Repayment interest will also be increased from the current 3% rate to 3.25%.
HMRC fines tax evaders £34.4m
The latest HMRC deliberate tax defaulters list showed that just 200 companies and individual taxpayers have been identified for evading taxes totalling £44,617,823.45.
This has resulted in HMRC issuing penalties totalling £34,481,035.85 to 198 companies and individuals.
HMRC Capital Gains Tax Returns Downloadable
HMRC has made the paper version of the Capital Gains Tax on UK Property Return available to download on a limited basis
The downloadable forms are not intended to replace the online capital gains tax on UK property account and are only intended to assist those who cannot report and pay tax using the online service.
HMRC stress that ‘paper returns must only be made in certain circumstances’.
Hike in Retirement Abandoned
Plans to increase the pension age to 68 in 2034 have been dropped.
The current retirement age is 66 and is due to increase to 67 by 2028. The government has been reviewing a plan to bring forward the proposed 2046 introduction date to the early 2030s.
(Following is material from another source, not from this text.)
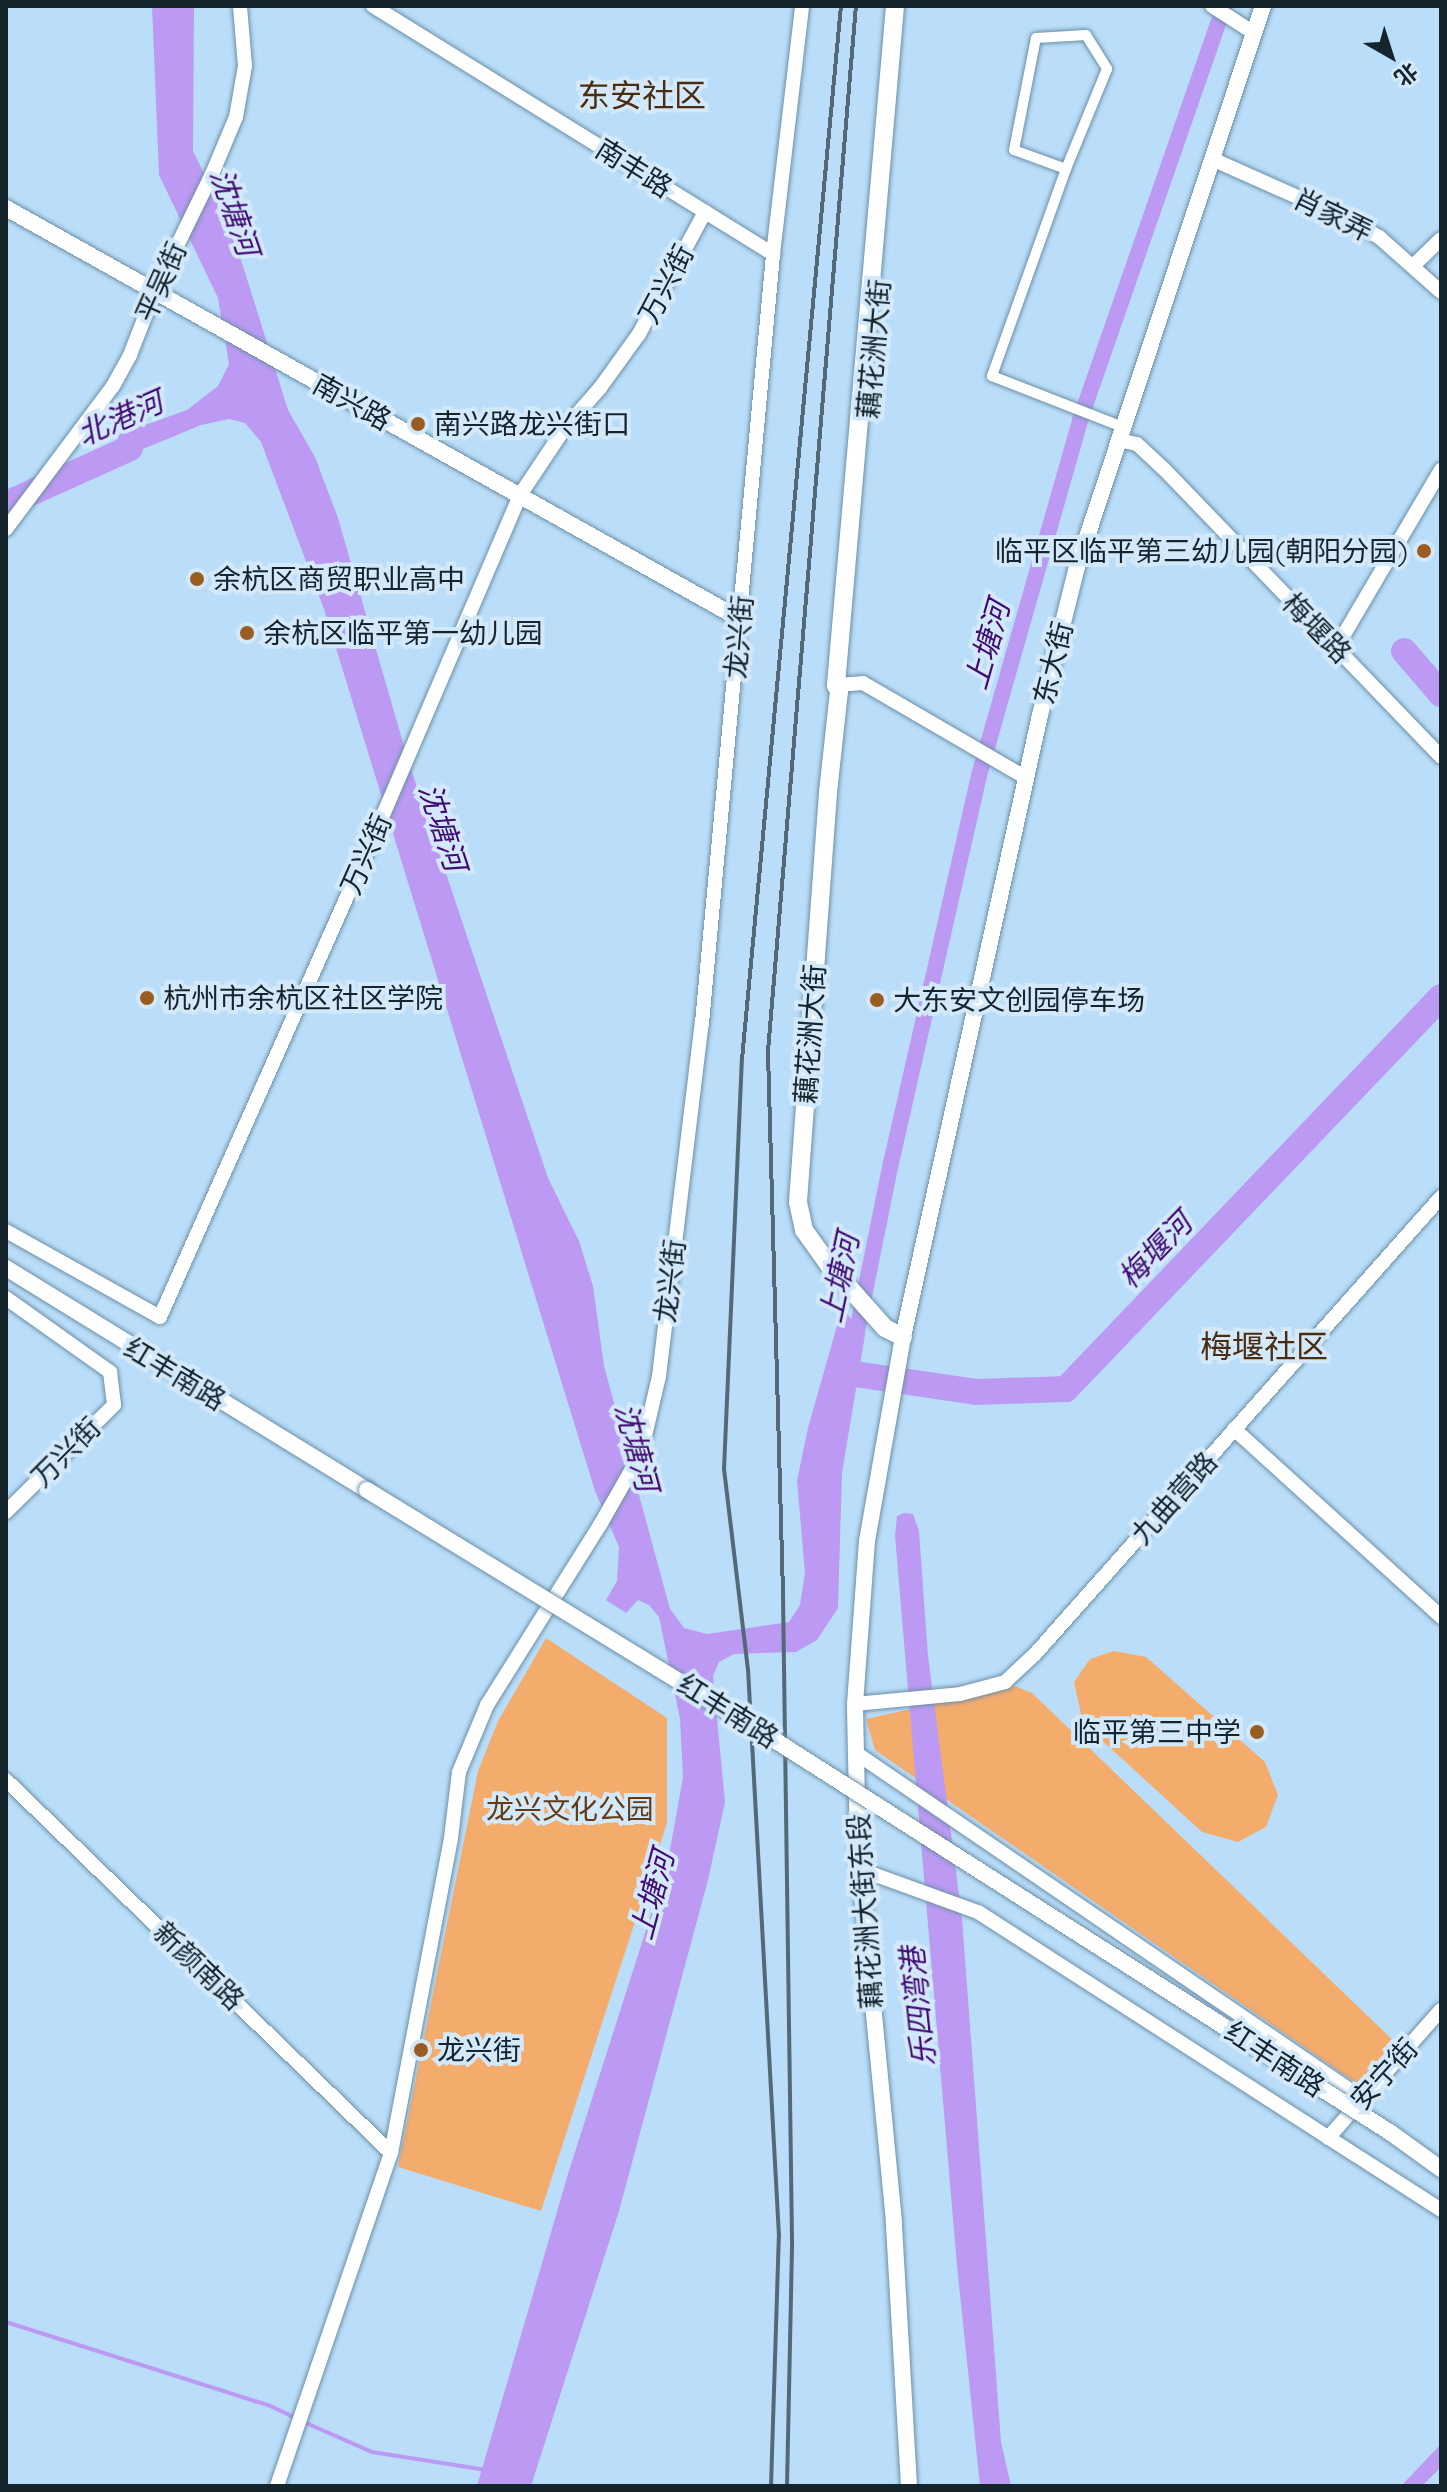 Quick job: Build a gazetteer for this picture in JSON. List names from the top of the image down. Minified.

However, it now appears that the plans have been shelved.
The rethink seems to be in the wake of a dramatic drop in average life expectancy in the wake of the pandemic.
Inheritance Tax Collects £6.4bn
Total tax receipts for the year April 2022 to February 2023 totalled £722.6bn, which was £66bn higher than the same period last year.
Overall, inheritance tax receipts hit a record £6.4bn for the 2022/23 tax year, up from the £6.1bn a year earlier.
The fact that the nil rate band – unchanged since it was increased to £325,000 from April 2009 – remains frozen until at least April 2028 represents a gift that keeps on giving for the Chancellor.
‘The almost 20-year freeze in the nil rate band, coupled with inflationary growth of asset values, will see many families with moderate levels of wealth having to pay IHT.
Employment Allowance allows eligible employers to reduce their annual National Insurance liability by up to £5,000.
You can only claim against your employers’ Class 1 National Insurance liability up to a maximum of £5,000 each tax year. However, your employers’ Class 1 National Insurance liabilities must have been less than £100,000 in the previous tax year.
You can claim Employment Allowance for the previous 4 tax years dating back to the 2018 to 2019 tax year although some of the rules in earlier years were different.
If you’re part of a group of charities or companies, the total employers’ Class 1 National Insurance liabilities for the group must be less than £100,000 and only one company in the group can claim the allowance.
You cannot claim
- if you’re a public body or business doing more than half your work in the public sector i.e. performing functions that are wholly of mainly of a public nature, unless you’re a charity.
- If you’re a company with only one employee paid above the Class 1 National Insurance secondary threshold and the employee is also a director of the company
You need to claim Employment Allowance every tax year. You can claim at any time in the tax year, but the earlier you claim the sooner you will get the allowance.
Employment allowance was:
- £4,000 each year between 6 April 2020 and 5 April 2022
- £3,000 each year between April 2016 and April 2020.
Functions are either wholly or mainly of a public nature, if you are carrying out more than 50% of your work in or for the public sector. For example:
- NHS services
- General Practitioner services
- the managing of housing stock owned by or for a local council.
- providing a meals on wheels service for a local council
- refuse collection for a local council
- prison services
- collecting debt for a government department
You do not carry out a function of a public nature, if you are:
- providing security and cleaning services for a public building, such as government or local council offices
- supplying IT services for a government department or local council
Registered charities can claim the Employment Allowance, even if they are wholly or mainly carrying out functions of a public nature. This is subject to the connected rules for charities.